Running
Cold Sweating: Disordered Thoughts
The notion that you can sweat out a cold, that you can purify your body through effort and that the water that beads on your skin and pours in rivulets to the floor is carrying with it the remnants of the virus or the contagion that made you feel bad–it’s so compelling an idea that it’s hard to let go of it. Science says no, all you are doing is sweating, and what’s more you are diverting energy your body needs to fight disease. You will likely get more sick rather than less from it.
It feels so right, though, that it makes me wonder about modes of knowing, makes me think about how science can only describe and say so much. Surely the body has its own wisdom and instructs us in ways that we can’t quantify or rationalize.
I used to justify smoking when I was sick by imagining the hot smoke purifying my lungs, making an autoclave in my ribs, burning out the disease. That too felt right and true in my body. But since then, I’ve refrained from smoking and have even developed a habit of using a Disposable Particulate Filtering Respirator Mask.
So maybe it’s not a battle between the body’s wisdom and rational knowledge, but between pleasure and…what. The sweat of a sick body prickles the skin like sleep does, makes the sick body–which is so within itself, so cut off from the world by its misery—feel a kind of pleasure that’s almost like reanimation. A feeling of aliveness in that sweat, at that boundary between body and air, vital and desirable and pleasurable.
Of course there is also this: a mind in a diseased body is a mind in disorder. And sweat, effort, exertion help restore order. The body works and the mind settles into its traces.
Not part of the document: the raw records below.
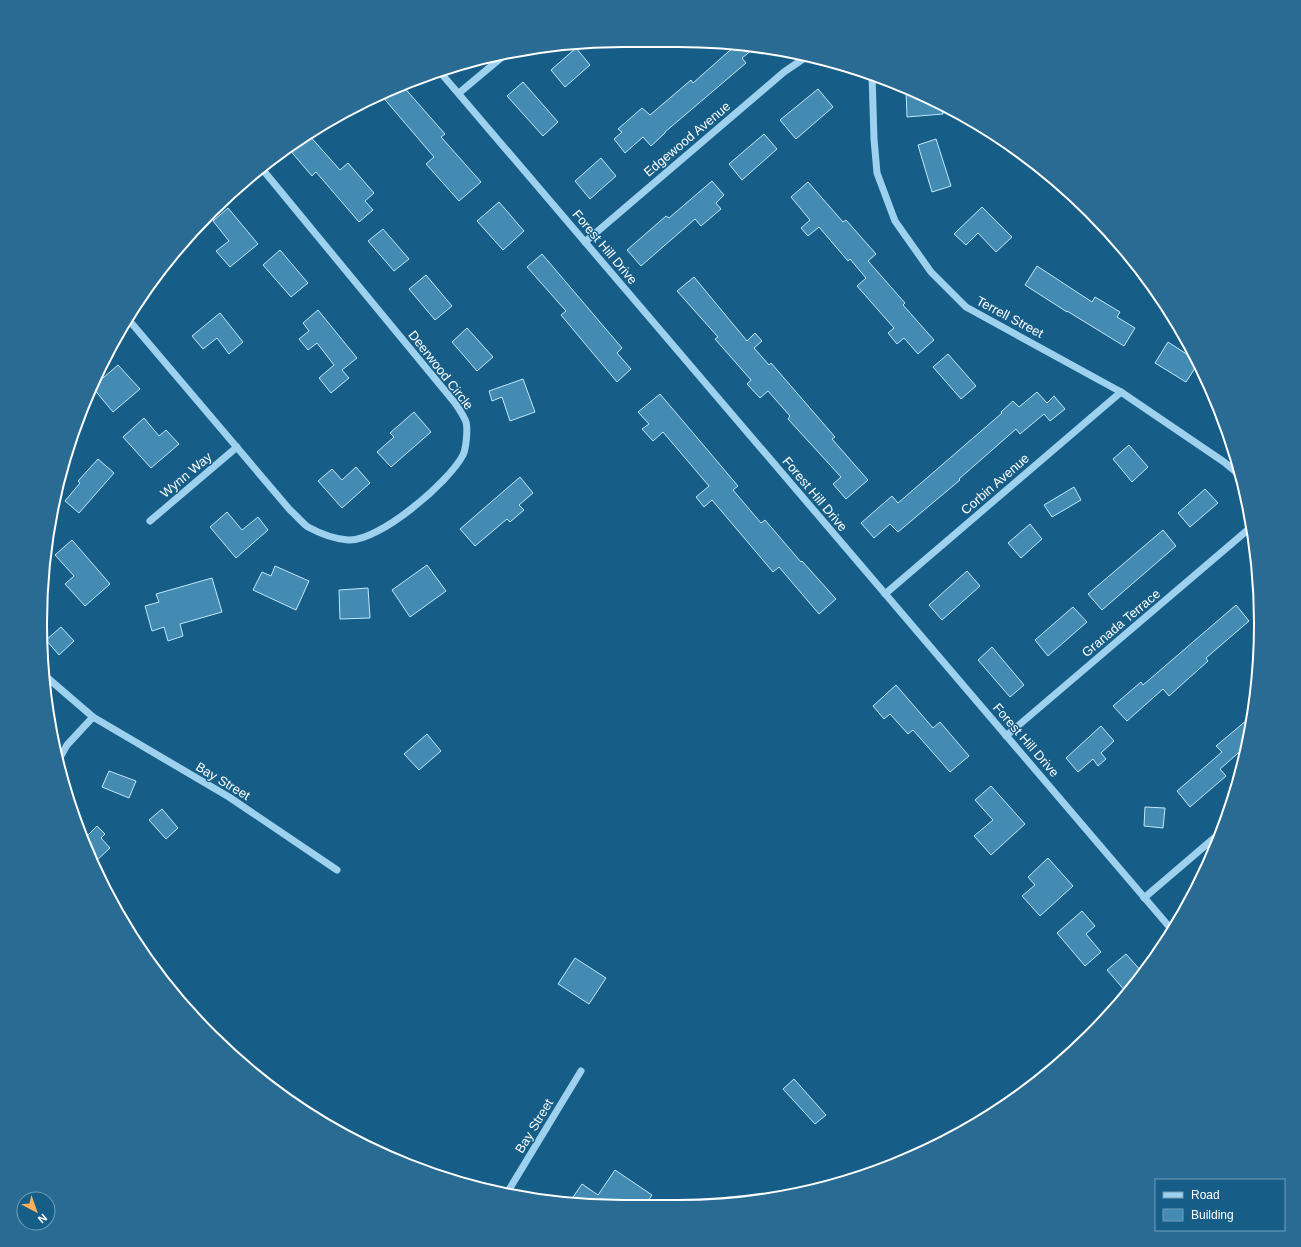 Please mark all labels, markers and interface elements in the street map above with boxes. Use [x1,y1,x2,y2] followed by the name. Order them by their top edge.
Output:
[641,98,733,180] street label: Edgewood Avenue
[570,207,640,287] street label: Forest Hill Drive
[974,293,1046,341] street label: Terrell Street
[406,328,476,412] street label: Deerwood Circle
[157,449,215,501] street label: Wynn Way
[958,450,1032,518] street label: Corbin Avenue
[780,454,850,534] street label: Forest Hill Drive
[1079,586,1163,660] street label: Granada Terrace
[990,700,1062,780] street label: Forest Hill Drive
[193,759,253,803] street label: Bay Street
[512,1096,556,1156] street label: Bay Street
[1155,1179,1285,1231] legend
[1191,1188,1220,1202] text: Road
[16,1191,56,1231] north arrow
[1191,1208,1234,1222] text: Building
[36,1211,49,1226] text: N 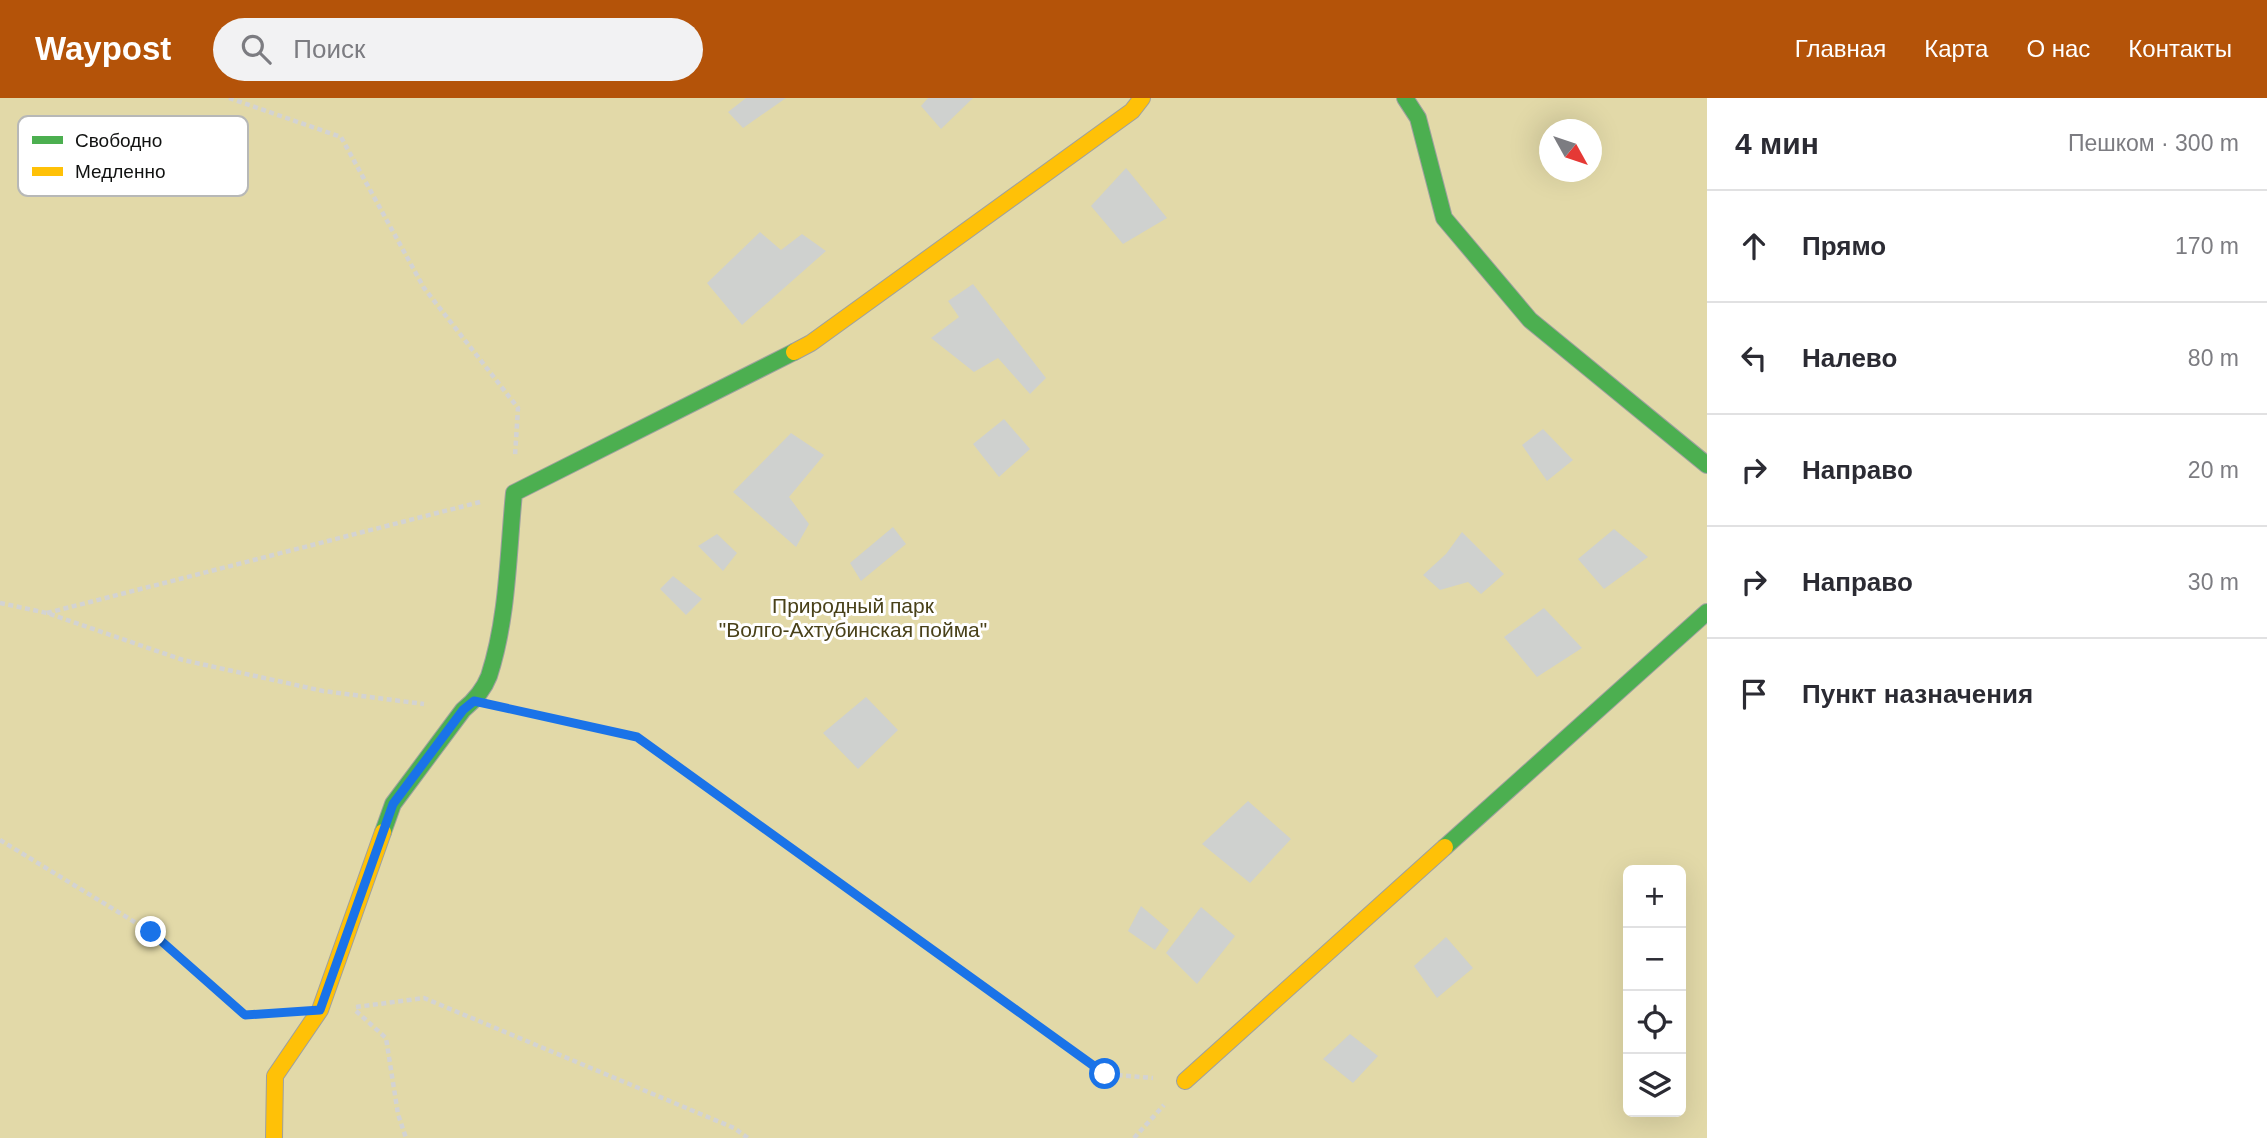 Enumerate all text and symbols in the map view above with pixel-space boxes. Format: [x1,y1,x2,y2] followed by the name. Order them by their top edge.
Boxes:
[213,18,703,81] search box
[35,30,171,67] text: Waypost
[237,30,275,68] icon: search
[293,34,365,64] text: Поиск
[1795,35,1886,62] text: Главная
[1924,35,1988,62] text: Карта
[2026,35,2090,62] text: О нас
[2128,35,2232,62] text: Контакты
[18,116,248,196] legend
[1539,119,1602,182] north arrow
[1735,127,1819,160] text: 4 мин
[75,130,162,151] text: Свободно
[2068,130,2239,156] text: Пешком · 300 m
[75,161,165,182] text: Медленно
[1735,227,1773,265] icon: ahead
[1802,231,1886,261] text: Прямо
[2175,233,2239,259] text: 170 m
[1735,339,1773,377] icon: left
[1802,343,1897,373] text: Налево
[2188,345,2239,371] text: 80 m
[1735,451,1773,489] icon: right
[1802,455,1913,485] text: Направо
[2188,457,2239,483] text: 20 m
[1735,563,1773,601] icon: right
[1802,567,1913,597] text: Направо
[2188,569,2239,595] text: 30 m
[719,594,987,641] park label: Природный парк "Волго-Ахтубинская пойма"
[1735,675,1773,713] icon: arrive
[1802,679,2033,709] text: Пункт назначения
[1623,865,1686,1117] map controls
[1623,865,1686,928] button: +
[135,916,166,947] route end
[1623,928,1686,991] button: −
[1623,991,1686,1054] button: locate
[1623,1054,1686,1117] button: layers
[1089,1058,1120,1089] route start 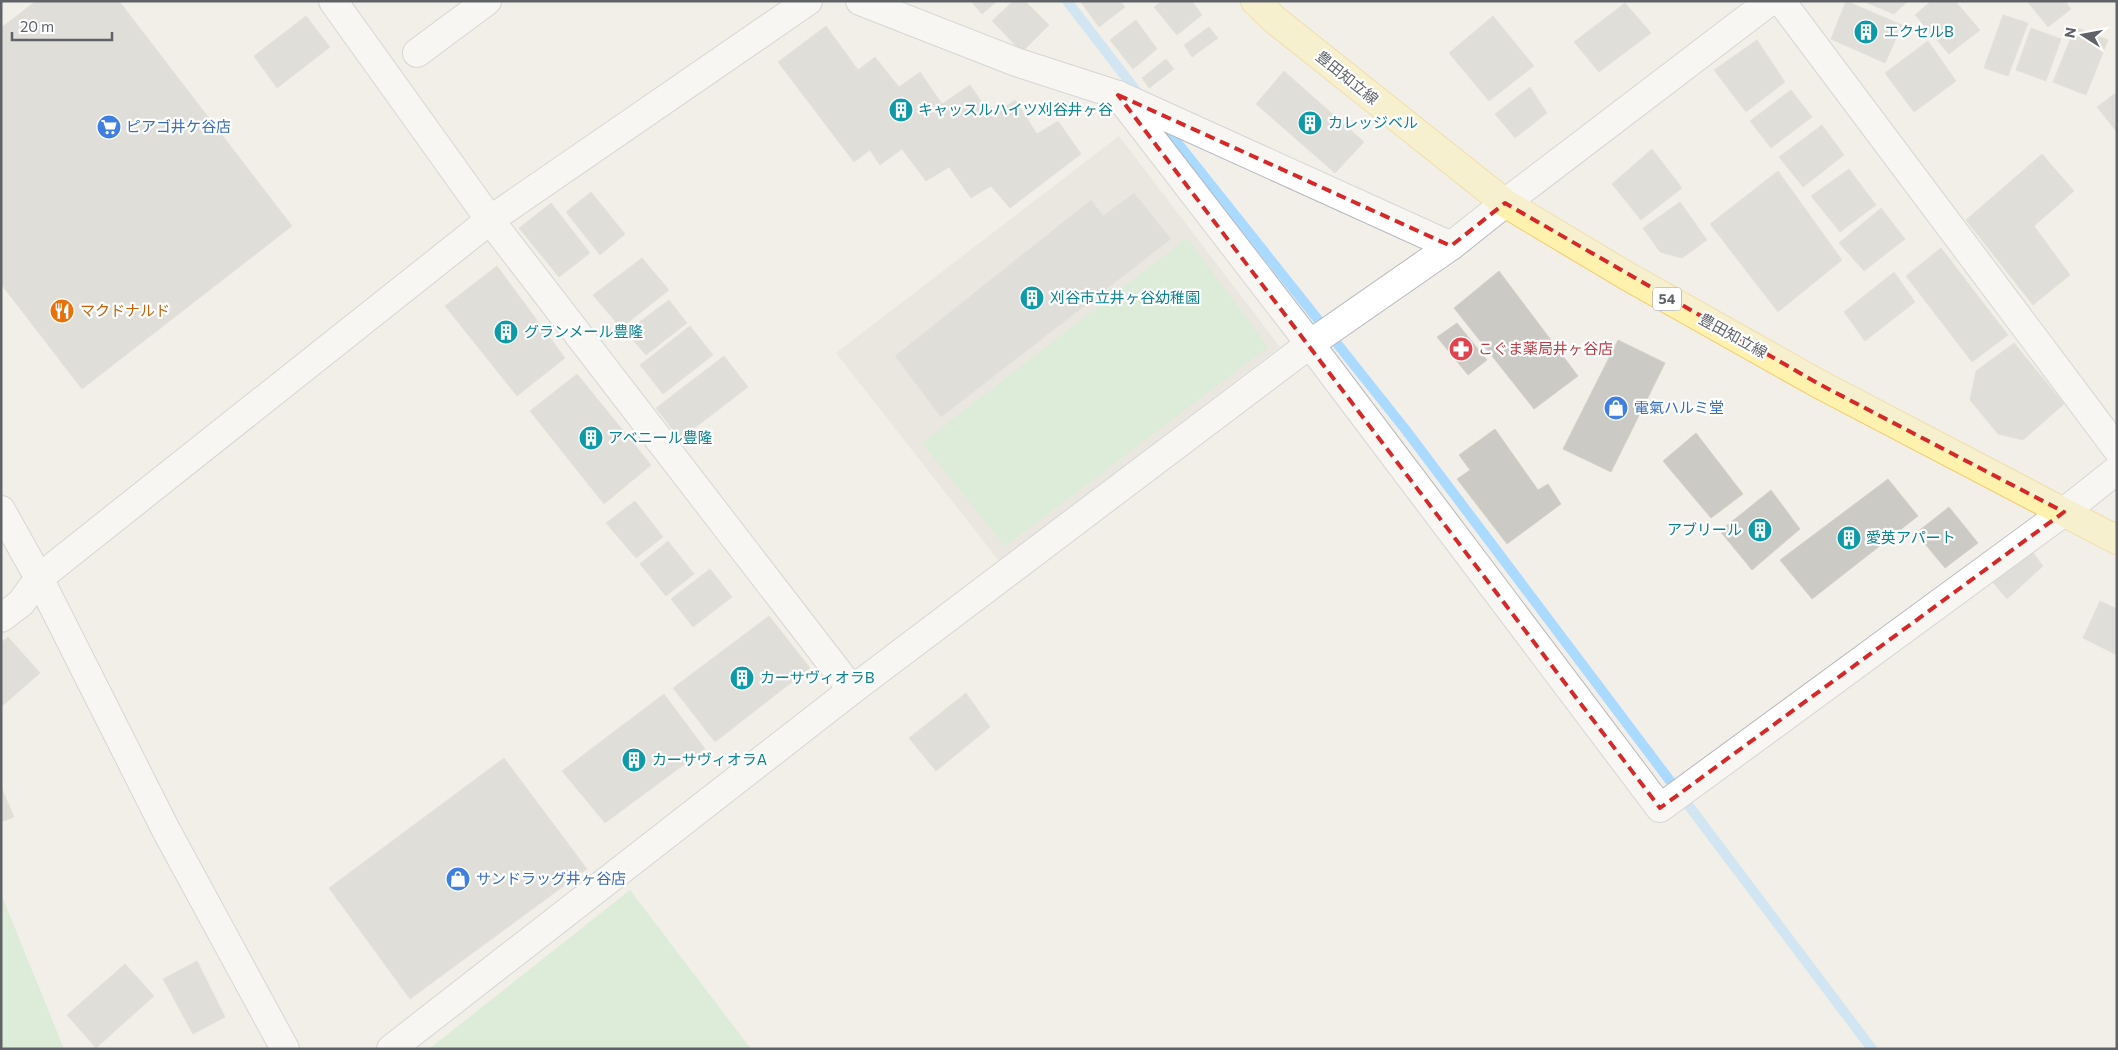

I think all the time of a thoroughbred I saw early one morning on a practice track in Saratoga. The horse could not walk straight. It pulled and strained against its bridle. It pranced sideways and threw its head. But the minute it began to run, it was as beautiful and measured an animal as I’ve ever seen. Maybe it’s that the way illness disorders the mind is more uncomfortable than the illness itself, and so we rationally choose to exercise. If it prolongs our illness, it also brings us back to ourselves, even if only briefly.
When I think like this I wonder: what will I do when my body no longer works?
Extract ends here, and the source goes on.